[Vwdiesel] My '89 keeps stalling? UPDATE. Oil Pump?

Bart Wineland bwinelan at allegheny.edu
Fri Oct 3 09:34:48 EDT 2003


Thanks again to all who offered suggestions about my stalling problem on my
89 Jetta 1.6 NA. I tried everything suggested with the exception of
checking the pump timing. I actually have the gauge to do it but have not
had time to set down and figure it out. Briefly again my problem was my car
would start great but as soon as I would rev it up to drive off it would
die and not start again for at least 10 minutes, this was in 60 degree
weather. If I let it warm up a few minutes first it would be fine. As the
temperature dropped recently (snow in NW PA yesterday) it got worse.  It
starts great and runs for 2 or 3 seconds and dies even if I don't touch the
throttle. When I try to start it again the starter free wheels. I thought
it was because it could not overcome the added compression of the cylinders
with the fuel in them and was disengaging from the flywheel. Eventually I
got it to start but it ran as if on 2 cylinders for 4 or 5 minutes then it
is as if the 3rd came to life, then it smooths out nicely and runs on all
4. From there it runs like a champ 75 mph down the interstate without
missing a beat.   I have a magnetic heater on the oil pan so I plugged it
in all day Wed. and wed. evening it started no problem and I got it to a
local 1 man VW shop.  Without looking at it and going by my description he
said it sounded like I was low on compression which was not what I wanted
to hear. The engine has 12k miles on a fresh "rebuild". My question to that
was that it does not use any oil between 3 k changes and does not smoke so
I was hopeful after he looked it over would find something else.  I called
him at the end of the day yesterday and he said he worked on it and
believes my Oil pump is the problem.  He said he has only seen it once
before but it looks like it is spiking a very high oil pressure after it
starts and after 2 or 3 seconds of running the hydraulic lifters are
actually not allowing the valves to close so it loses all compression and
dies. And when you try to restart it is turning the engine over but with 0
compression.  Eventually the lifters will bleed down allowing the cycle to
start over.  When the oil gets warmed up enough things work ok?

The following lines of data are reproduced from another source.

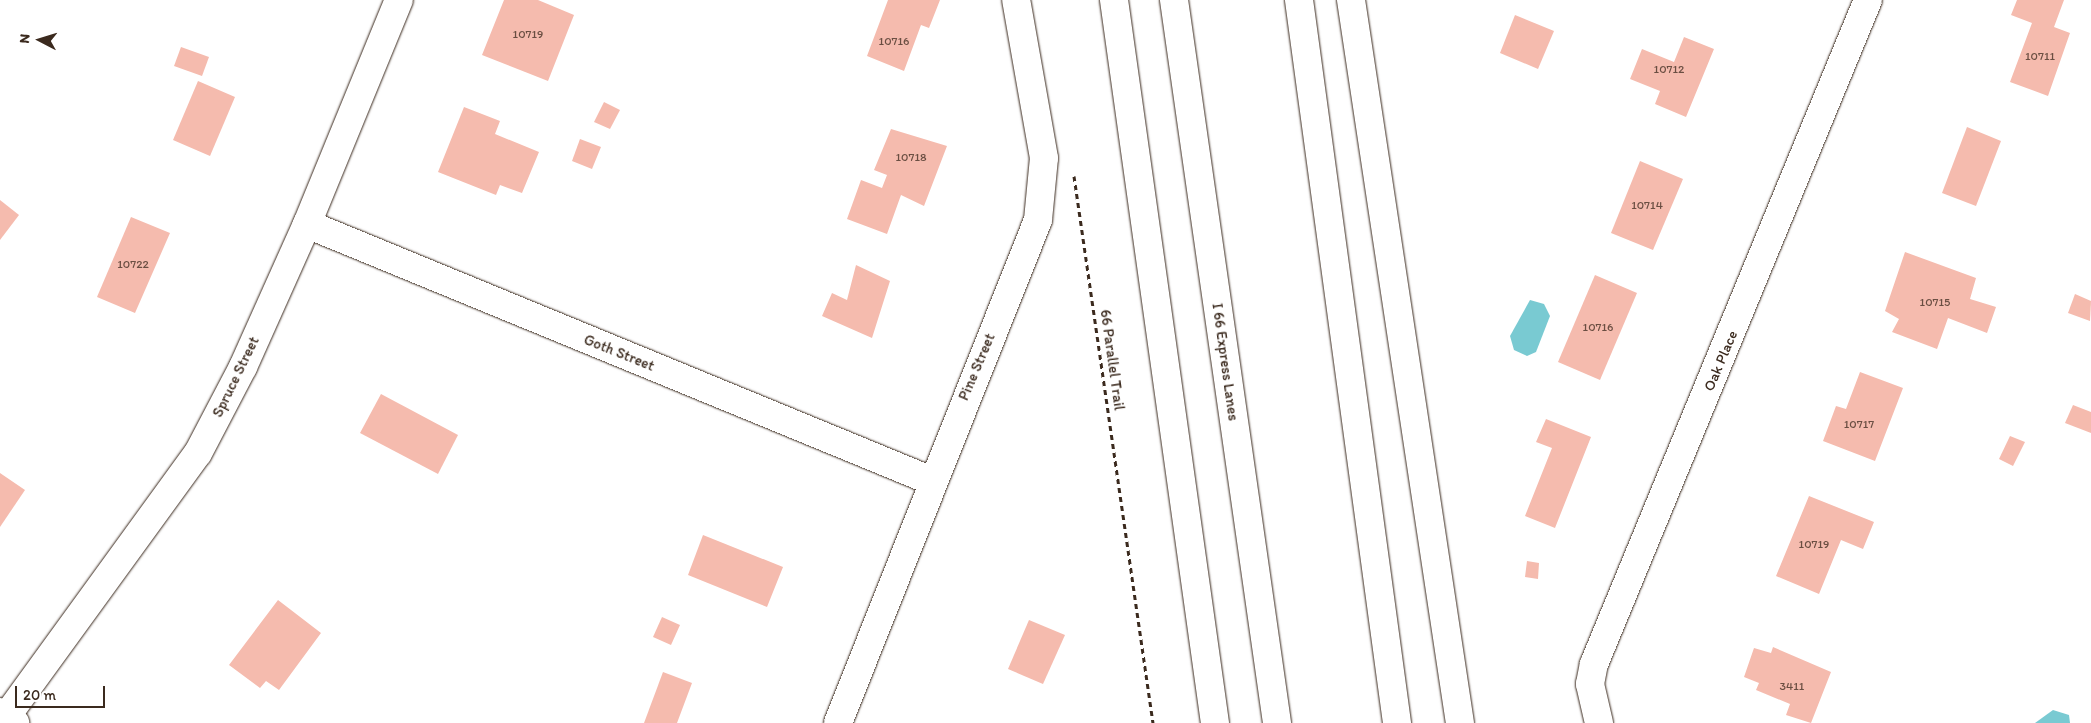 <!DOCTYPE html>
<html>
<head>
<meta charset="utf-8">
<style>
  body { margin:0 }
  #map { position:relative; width:2091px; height:723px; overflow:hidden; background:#fff; font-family:Itim,sans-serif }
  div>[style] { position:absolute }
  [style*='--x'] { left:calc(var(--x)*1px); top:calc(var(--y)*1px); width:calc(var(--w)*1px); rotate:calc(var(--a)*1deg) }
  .water>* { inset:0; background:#79cad2 }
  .building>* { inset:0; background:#f5bbae }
  .path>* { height:3px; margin-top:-1.5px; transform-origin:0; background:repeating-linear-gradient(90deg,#3b2a1e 0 5px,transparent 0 9px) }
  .roads { filter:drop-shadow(0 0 1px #3b2a1e) drop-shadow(0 0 1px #3b2a1e) }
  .minor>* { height:28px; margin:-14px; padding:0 14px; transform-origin:14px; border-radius:14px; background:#fff }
  .major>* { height:28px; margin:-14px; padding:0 14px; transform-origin:14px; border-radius:14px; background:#fff }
  .highway>* { height:28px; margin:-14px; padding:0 14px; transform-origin:14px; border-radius:14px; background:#fff }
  span { translate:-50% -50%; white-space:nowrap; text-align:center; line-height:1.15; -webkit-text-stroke:4px #fff; paint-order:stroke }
  .number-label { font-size:12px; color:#6a4e42 }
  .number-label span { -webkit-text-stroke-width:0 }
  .street-label { font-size:15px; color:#3b2a1e }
  .north { position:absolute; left:15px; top:15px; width:50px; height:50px; -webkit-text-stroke:4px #fff; paint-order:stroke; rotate:275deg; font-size:14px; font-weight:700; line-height:20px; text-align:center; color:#3b2a1e }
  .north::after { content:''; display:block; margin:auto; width:18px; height:22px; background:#3b2a1e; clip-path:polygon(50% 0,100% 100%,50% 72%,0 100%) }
  .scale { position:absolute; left:15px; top:686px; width:90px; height:22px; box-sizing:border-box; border:2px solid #3b2a1e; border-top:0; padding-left:6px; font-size:15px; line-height:18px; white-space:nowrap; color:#3b2a1e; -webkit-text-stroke:4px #fff; paint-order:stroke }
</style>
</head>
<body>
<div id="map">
  <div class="water">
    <i style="clip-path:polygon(1530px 300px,1544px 304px,1550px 316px,1536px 352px,1527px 356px,1514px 350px,1510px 336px)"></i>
    <i style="clip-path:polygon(2053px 710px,2069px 715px,2070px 723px,2035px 723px)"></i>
  </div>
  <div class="building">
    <i style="clip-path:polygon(504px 0,538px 0,574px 15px,548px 81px,482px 55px)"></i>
    <i style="clip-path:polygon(888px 0,940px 0,929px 28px,921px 25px,904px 71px,867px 56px)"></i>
    <i style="clip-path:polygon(2017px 0,2064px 0,2054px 27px,2070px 33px,2048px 96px,2010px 82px,2032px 23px,2011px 15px)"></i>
    <i style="clip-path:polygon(1515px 15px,1554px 31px,1538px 69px,1500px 53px)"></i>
    <i style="clip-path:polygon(1684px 37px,1714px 49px,1686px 117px,1655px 104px,1660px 91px,1630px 79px,1642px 49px,1674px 62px)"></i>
    <i style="clip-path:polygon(181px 47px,209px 57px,202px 76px,174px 66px)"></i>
    <i style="clip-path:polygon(198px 81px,235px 97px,210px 156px,173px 140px)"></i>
    <i style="clip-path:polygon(604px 102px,620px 110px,610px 129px,594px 122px)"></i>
    <i style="clip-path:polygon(464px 107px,500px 121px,495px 134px,539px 152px,522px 193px,500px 185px,496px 195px,438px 172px)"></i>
    <i style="clip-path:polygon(1967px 127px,2001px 141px,1976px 206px,1942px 193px)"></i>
    <i style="clip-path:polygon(891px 129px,947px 146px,924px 206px,901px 195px,887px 234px,847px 219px,861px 180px,882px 188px,887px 175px,874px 170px)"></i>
    <i style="clip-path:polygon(580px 139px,601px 147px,592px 169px,572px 161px)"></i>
    <i style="clip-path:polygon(1640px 161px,1683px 179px,1653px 250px,1611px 233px)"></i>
    <i style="clip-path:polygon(0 200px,19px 215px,0 240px)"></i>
    <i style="clip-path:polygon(131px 217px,170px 233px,135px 313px,97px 297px)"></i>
    <i style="clip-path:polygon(1905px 252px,1976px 278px,1970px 299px,1996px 307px,1987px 333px,1948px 318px,1937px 349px,1892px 332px,1899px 319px,1885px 311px)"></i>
    <i style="clip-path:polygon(856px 265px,890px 281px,872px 338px,822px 316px,832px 293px,847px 300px)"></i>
    <i style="clip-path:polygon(1595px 275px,1637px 293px,1600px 380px,1558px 362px)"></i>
    <i style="clip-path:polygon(2075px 294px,2091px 301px,2090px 321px,2068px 313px)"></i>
    <i style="clip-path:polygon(1860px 372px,1903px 388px,1875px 461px,1823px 441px,1836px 406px,1846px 409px)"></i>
    <i style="clip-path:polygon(381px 394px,458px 435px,438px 474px,360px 433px)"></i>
    <i style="clip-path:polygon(2073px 405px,2091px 412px,2091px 433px,2065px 423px)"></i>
    <i style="clip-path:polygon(1546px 419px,1591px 437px,1555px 528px,1525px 516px,1552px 448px,1536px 442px)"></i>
    <i style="clip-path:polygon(2010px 436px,2025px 442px,2013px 466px,1999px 459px)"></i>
    <i style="clip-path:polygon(0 473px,25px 490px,0 527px)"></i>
    <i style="clip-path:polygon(1809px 496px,1874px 522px,1863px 549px,1841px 540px,1819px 594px,1776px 576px)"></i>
    <i style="clip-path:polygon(703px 535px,783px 567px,767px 607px,688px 575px)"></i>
    <i style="clip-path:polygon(1527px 561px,1539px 563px,1538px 579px,1525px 577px)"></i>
    <i style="clip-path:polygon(278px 600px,321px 633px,279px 690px,266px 681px,260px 688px,229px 665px)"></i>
    <i style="clip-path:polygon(662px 617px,680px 625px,671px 645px,653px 637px)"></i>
    <i style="clip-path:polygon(1029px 620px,1065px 635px,1043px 684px,1008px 669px)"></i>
    <i style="clip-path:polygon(1773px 647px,1831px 672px,1811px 723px,1786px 715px,1790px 704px,1756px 690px,1759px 683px,1744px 677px,1754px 648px,1771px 653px)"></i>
    <i style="clip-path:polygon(663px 672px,692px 683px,677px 723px,644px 723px)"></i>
  </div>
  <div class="path">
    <i style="--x:1074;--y:176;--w:553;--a:81.78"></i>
  </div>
  <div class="roads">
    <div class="minor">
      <i style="--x:307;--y:224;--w:676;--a:22.35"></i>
      <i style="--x:6;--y:717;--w:326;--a:-54"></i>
      <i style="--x:198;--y:453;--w:97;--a:-62.4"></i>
      <i style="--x:243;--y:367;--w:157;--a:-65.9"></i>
      <i style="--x:307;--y:224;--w:242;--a:-67.7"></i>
      <i style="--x:838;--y:723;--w:541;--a:-68.32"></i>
      <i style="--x:1038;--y:220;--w:62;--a:-84.5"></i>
      <i style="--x:1044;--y:158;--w:160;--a:-100"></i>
      <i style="--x:1599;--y:723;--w:40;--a:-103"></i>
      <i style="--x:1590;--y:684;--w:20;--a:-79"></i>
      <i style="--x:1594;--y:664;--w:718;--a:-67.58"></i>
    </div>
    <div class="major">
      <i style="--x:0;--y:712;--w:19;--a:36"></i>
    </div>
    <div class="highway">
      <i style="--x:1114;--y:0;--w:730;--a:82.05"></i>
      <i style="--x:1174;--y:0;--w:730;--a:81.89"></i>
      <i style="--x:1299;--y:0;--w:730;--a:82.28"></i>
      <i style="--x:1351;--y:0;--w:731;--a:81.43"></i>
    </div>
  </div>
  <div class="number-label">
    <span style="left:528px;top:35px">10719</span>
    <span style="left:894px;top:42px">10716</span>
    <span style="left:2040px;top:57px">10711</span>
    <span style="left:1669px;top:70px">10712</span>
    <span style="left:911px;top:158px">10718</span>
    <span style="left:1647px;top:206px">10714</span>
    <span style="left:133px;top:265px">10722</span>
    <span style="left:1935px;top:303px">10715</span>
    <span style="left:1598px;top:328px">10716</span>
    <span style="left:1859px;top:425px">10717</span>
    <span style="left:1814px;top:545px">10719</span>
    <span style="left:1792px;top:687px">3411</span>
  </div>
  <div class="street-label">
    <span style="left:619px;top:353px;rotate:22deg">Goth Street</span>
    <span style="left:1112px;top:360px;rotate:82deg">66 Parallel Trail</span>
    <span style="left:1721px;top:361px;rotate:-67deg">Oak Place</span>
    <span style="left:1225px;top:362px;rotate:82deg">I 66 Express Lanes</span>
    <span style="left:977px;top:367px;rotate:-67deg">Pine Street</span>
    <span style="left:236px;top:377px;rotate:-64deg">Spruce Street</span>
  </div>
  <div class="north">N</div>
  <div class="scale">20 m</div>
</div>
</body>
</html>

Since
everything I have seen supports the idea that when the oil is warm it is ok
it makes sense to me but I would like to know if anyone else has ever seen
such a thing? I am not familiar with VW hydraulic lifters but really
thought the oil made them absorb the shock but can't picture in my head how
they would "grow" to keep the valves from closing?  FYI I am running
Rotella T 40w in it with a Mann oil filter.  He can't get back on it until
the first of the week so I thought in the meantime I would ask what you
guys thought?

Thanks much,

Bart


At 08:04 PM 8/17/2003 -0400, LBaird119 at aol.com wrote:
>--
>[ Picked text/plain from multipart/alternative ]
>   Sounds like the timing is way off.  It could be a bad injector or more but
>it'd really be puffing out the white smoke at idle if one was THAT bad.  You
>may have a bad ground where the negative cable bolts to the transmission.
>The rotation of the engine causes a loss of current and the stop solenoid
>closes.  It could explain the starter too.  Not highly likely but a
>possibility.
>I'd suspect fairly retarded timing as most likely.  If an injector were that
>bad your glow plug will likely be missing the heating element prortion of it.